Weerkundigen kunnen straks ín de wolken kijken, onder leiding van het KNMI

Het gezin van Gerd-Jan van Zadelhoff gaat dit jaar in Nederland op vakantie. „Op een camping binnen autobereik van het KNMI.” Hij verwacht „een zomer vol lol op het werk”. Van Zadelhoff is vanuit het KNMI projectleider van EarthCARE, de nieuwe satelliet die tussen 28 en 31 mei – afhankelijk van het weer – in Californië wordt gelanceerd.

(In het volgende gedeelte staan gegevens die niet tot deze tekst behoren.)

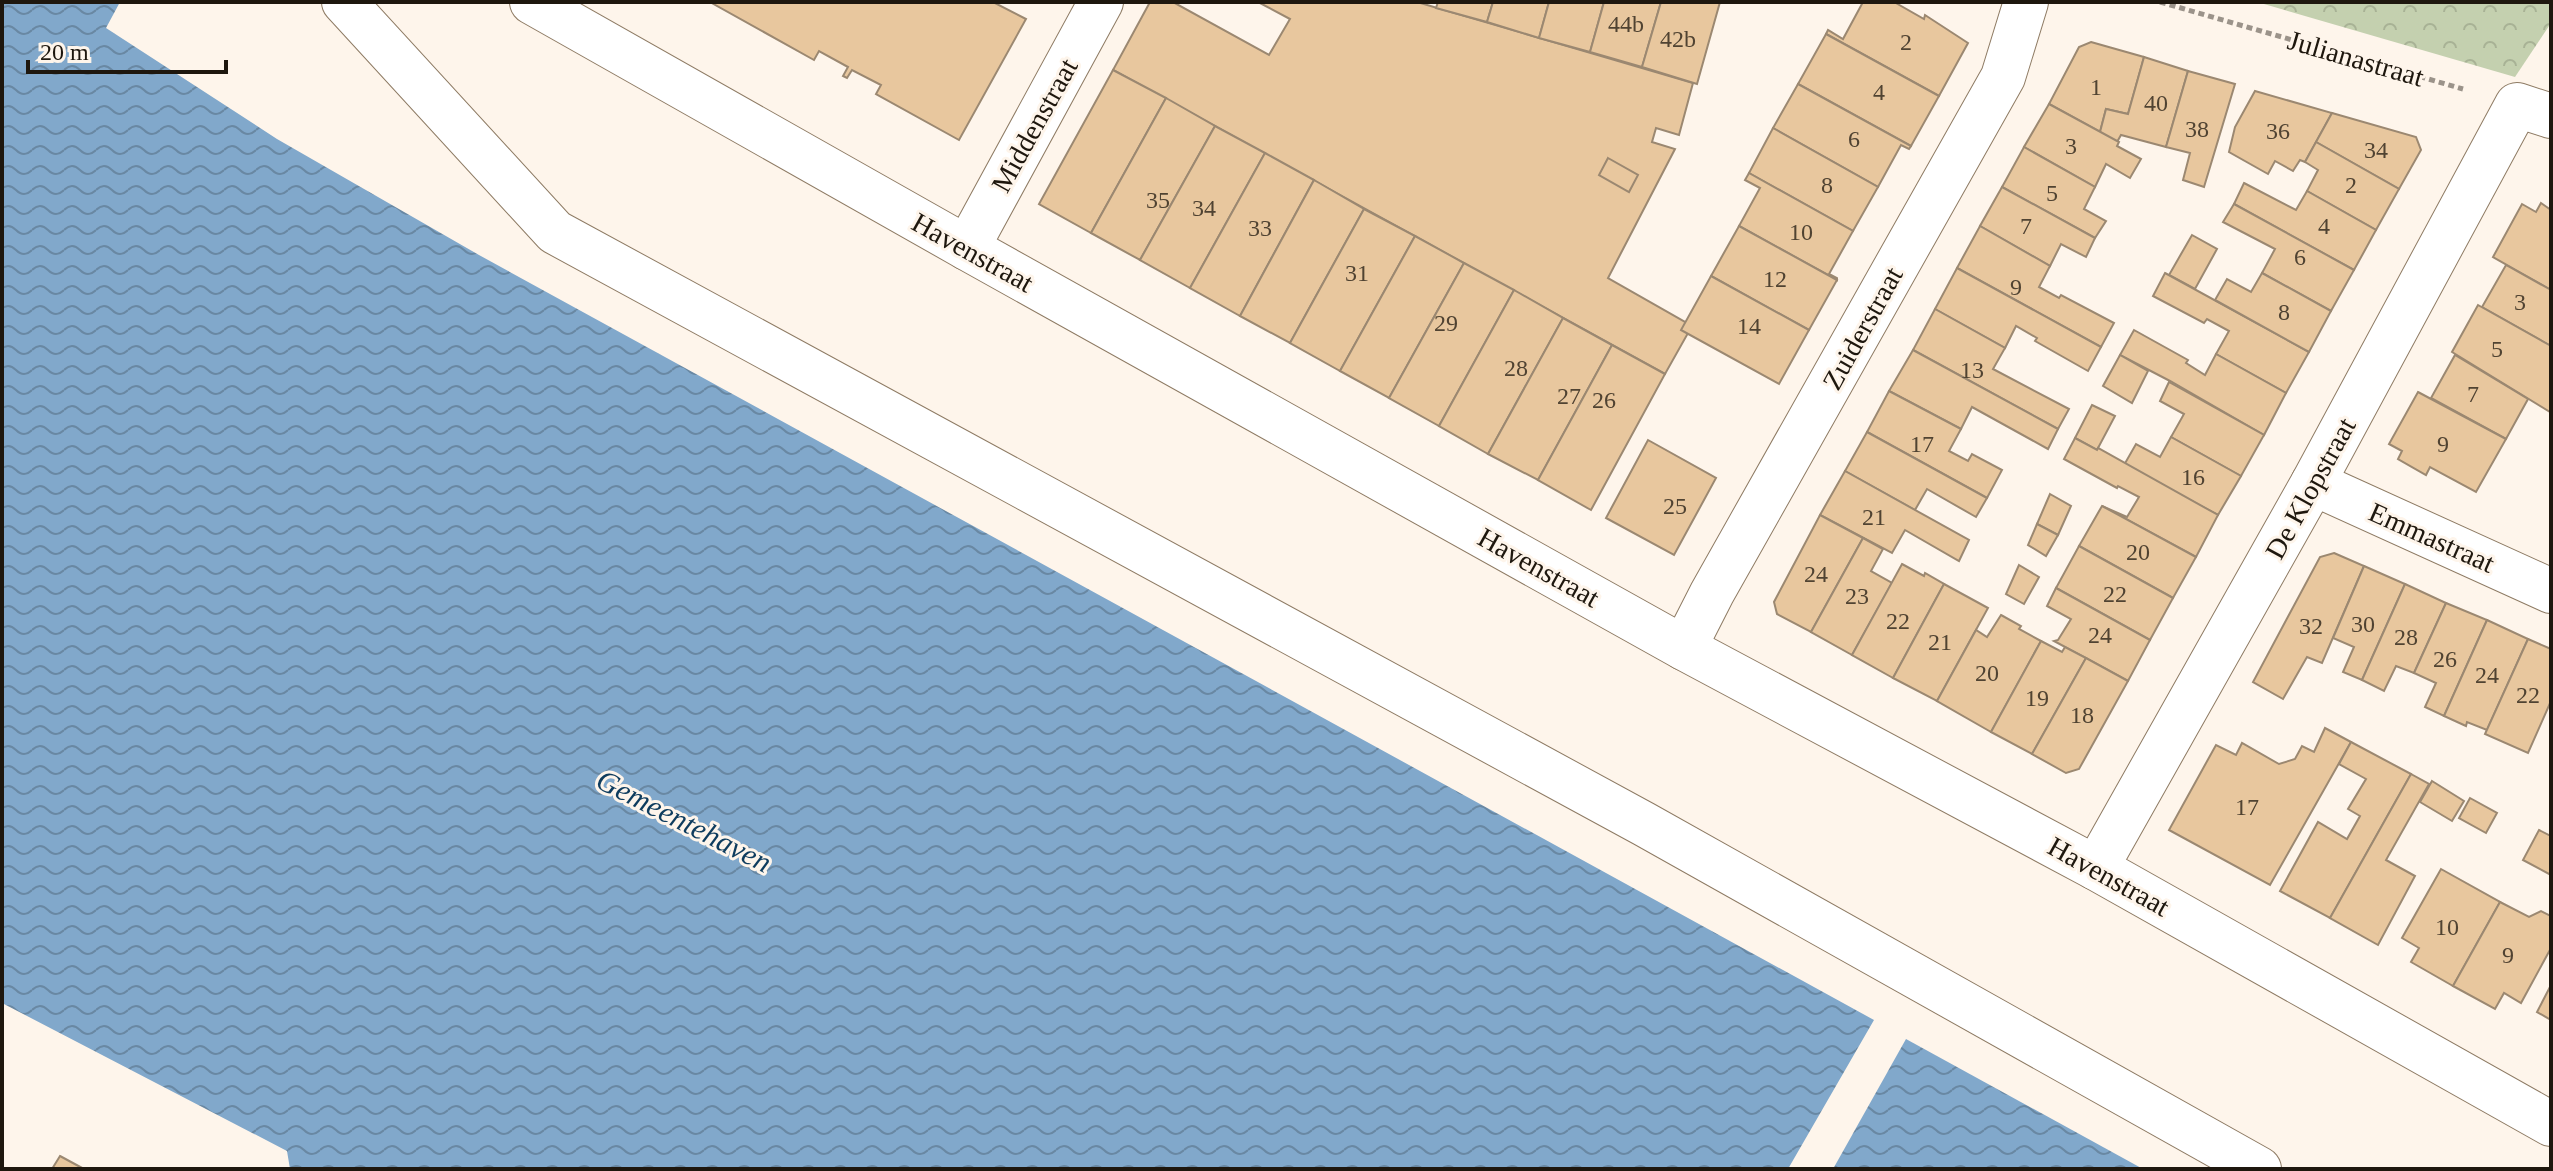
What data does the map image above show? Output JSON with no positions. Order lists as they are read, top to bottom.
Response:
{
  "streets": {
    "street": [
      "Middenstraat",
      "Havenstraat",
      "Zuiderstraat",
      "De Klopstraat",
      "Emmastraat"
    ],
    "path": ["Julianastraat"]
  },
  "crossings": [
    ["Julianastraat", "De Klopstraat"],
    ["Middenstraat", "Havenstraat"],
    ["Havenstraat", "Zuiderstraat"],
    ["Havenstraat", "De Klopstraat"],
    ["De Klopstraat", "Emmastraat"]
  ],
  "water": ["Gemeentehaven"],
  "house_numbers": [
    "44b",
    "42b",
    "2",
    "1",
    "4",
    "40",
    "38",
    "36",
    "6",
    "3",
    "34",
    "8",
    "2",
    "5",
    "35",
    "34",
    "7",
    "4",
    "33",
    "10",
    "6",
    "31",
    "12",
    "9",
    "3",
    "8",
    "29",
    "14",
    "5",
    "28",
    "13",
    "7",
    "27",
    "26",
    "17",
    "9",
    "16",
    "25",
    "21",
    "20",
    "24",
    "22",
    "23",
    "22",
    "30",
    "32",
    "24",
    "28",
    "21",
    "26",
    "20",
    "24",
    "22",
    "19",
    "18",
    "17",
    "10",
    "9"
  ],
  "scale_bar": "20 m"
}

Vanaf 400 kilometer hoogte gaat de satelliet wolken, fijnstof, zonnestraling en warmtestraling meten. Daarmee moet de onzekerheidsmarge van klimaatmodellen flink kleiner worden. Ook zullen weersverwachtingen verbeteren. EarthCARE is van Europese ruimtevaartorganisatie ESA en haar Japanse tegenhanger JAXA. Het KNMI leidt de wetenschappelijke kant van de missie.

De voorbereidingen zijn al ruim twintig jaar bezig. Van Zadelhoff werkt er nu vijftien jaar aan mee. „We zouden oorspronkelijk in 2013 of 2014 lanceren, dus we hebben wel vertraging opgelopen”, zegt hij. „De instrumenten die erop zitten zijn helemaal op maat gemaakt”, vult collega Dave Donovan – al 20 jaar betrokken – aan.

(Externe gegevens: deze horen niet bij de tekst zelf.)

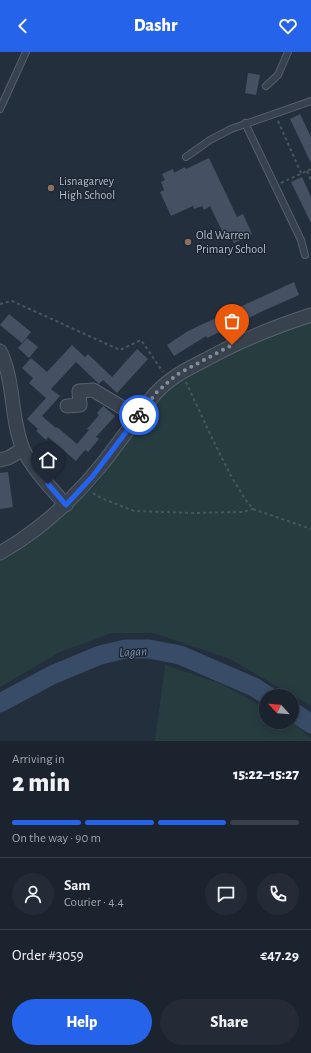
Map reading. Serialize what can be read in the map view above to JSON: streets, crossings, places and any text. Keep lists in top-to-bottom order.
{
  "water": ["Lagan"],
  "places": ["Lisnagarvey High School", "Old Warren Primary School"],
  "north": "top left",
  "page": {
    "header": "Dashr",
    "heading": ["2 min", "Arriving in", "15:22–15:27"],
    "panel": [
      "Sam",
      "Courier · 4.4",
      "Order #3059",
      "€47.29"
    ],
    "bar": "On the way · 90 m",
    "buttons": ["Help", "Share"]
  }
}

Dat wolken grote invloed hebben op weer en klimaat is zeker. Maar welke processen binnen en tussen wolken precies spelen is nog altijd lastig te doorgronden. In klimaatmodellen zitten grote onzekerheidsmarges, voornamelijk veroorzaakt door onduidelijkheid over wolken.

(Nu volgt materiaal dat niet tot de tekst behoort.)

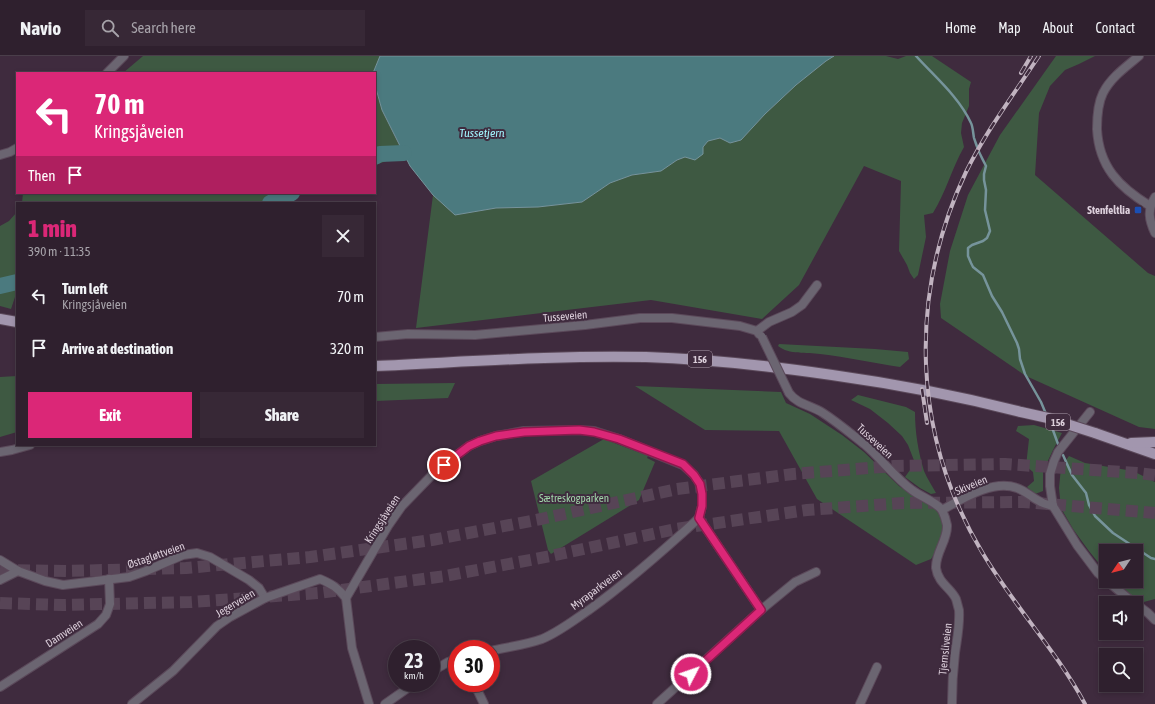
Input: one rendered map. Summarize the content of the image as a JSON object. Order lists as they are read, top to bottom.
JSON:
{
  "streets": {
    "main road": ["156"],
    "street": [
      "Tusseveien",
      "Skiveien",
      "Kringsjåveien",
      "Østagløttveien",
      "Myraparkveien",
      "Jegerveien",
      "Damveien",
      "Tjernsliveien"
    ]
  },
  "crossings": [
    ["Tusseveien", "Skiveien"],
    ["Tusseveien", "Tjernsliveien"],
    ["Skiveien", "Tjernsliveien"],
    ["Kringsjåveien", "Myraparkveien"],
    ["Kringsjåveien", "Jegerveien"],
    ["Østagløttveien", "Jegerveien"],
    ["Østagløttveien", "Damveien"]
  ],
  "water": ["Tussetjern"],
  "parks": ["Sætreskogparken"],
  "places": {
    "transit": ["Stenfeltlia"]
  },
  "north": "bottom left",
  "page": {
    "header": "Navio",
    "search": "Search here",
    "nav": [
      "Home",
      "Map",
      "About",
      "Contact"
    ],
    "turn": ["70 m", "Kringsjåveien"],
    "then": "Then",
    "heading": ["1 min", "390 m · 11:35"],
    "list": [
      {
        "name": "Turn left",
        "note": "Kringsjåveien",
        "value": "70 m"
      },
      {
        "name": "Arrive at destination",
        "value": "320 m"
      }
    ],
    "buttons": ["Exit", "Share"],
    "speed": "23 km/h",
    "limit": "30"
  }
}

Het algemene mechanisme is wel duidelijk, legt Van Zadelhoff uit. Zonnestraling komt richting aarde, een deel daarvan wordt direct gereflecteerd, en een ander deel gaat als warmtestraling terug naar boven. Wolken interfereren hierin. Hoge wolken, die voornamelijk uit ijs bestaan, laten veel zonlicht door en houden uitgaande warmtestraling vast. „Die hebben een opwarmend effect”, zegt Van Zadelhoff. Voor lage wolken geldt het tegenovergestelde: ze bestaan uit kleine deeltjes, voornamelijk waterdruppeltjes, die veel zonlicht reflecteren. Deze wolken houden geen warmte vast en zijn over het algemeen afkoelend.

Straling, wolken en aerosolen zijn constant in samenspel met elkaarDave Donovan KNMI

„Maar tussen deze twee uitersten zitten vreselijk veel variaties”, zegt Van Zadelhoff. „Lang niet van alle wolken zijn de effecten zo duidelijk. En er gebeurt ook nog van alles als je fijnstof toevoegt.”

Fijnstof, ook wel aerosolen genoemd, is afkomstig uit verkeer, industrie, bosbranden, woestijnstof en vulkanen. De deeltjes die hierdoor in de atmosfeer terechtkomen kunnen condensatiekernen worden, daarbij vormen kleine druppeltjes rond het deeltje. Dan wordt de wolk reflecterender en bestaat hij vaak langer. Maar de kleur van het deeltje maakt uit. Een zwart roetdeeltje absorbeert straling, en dan verdampt de wolk juist weer sneller. Veranderingen in wolken hebben bovendien invloed op luchtdruk en wind.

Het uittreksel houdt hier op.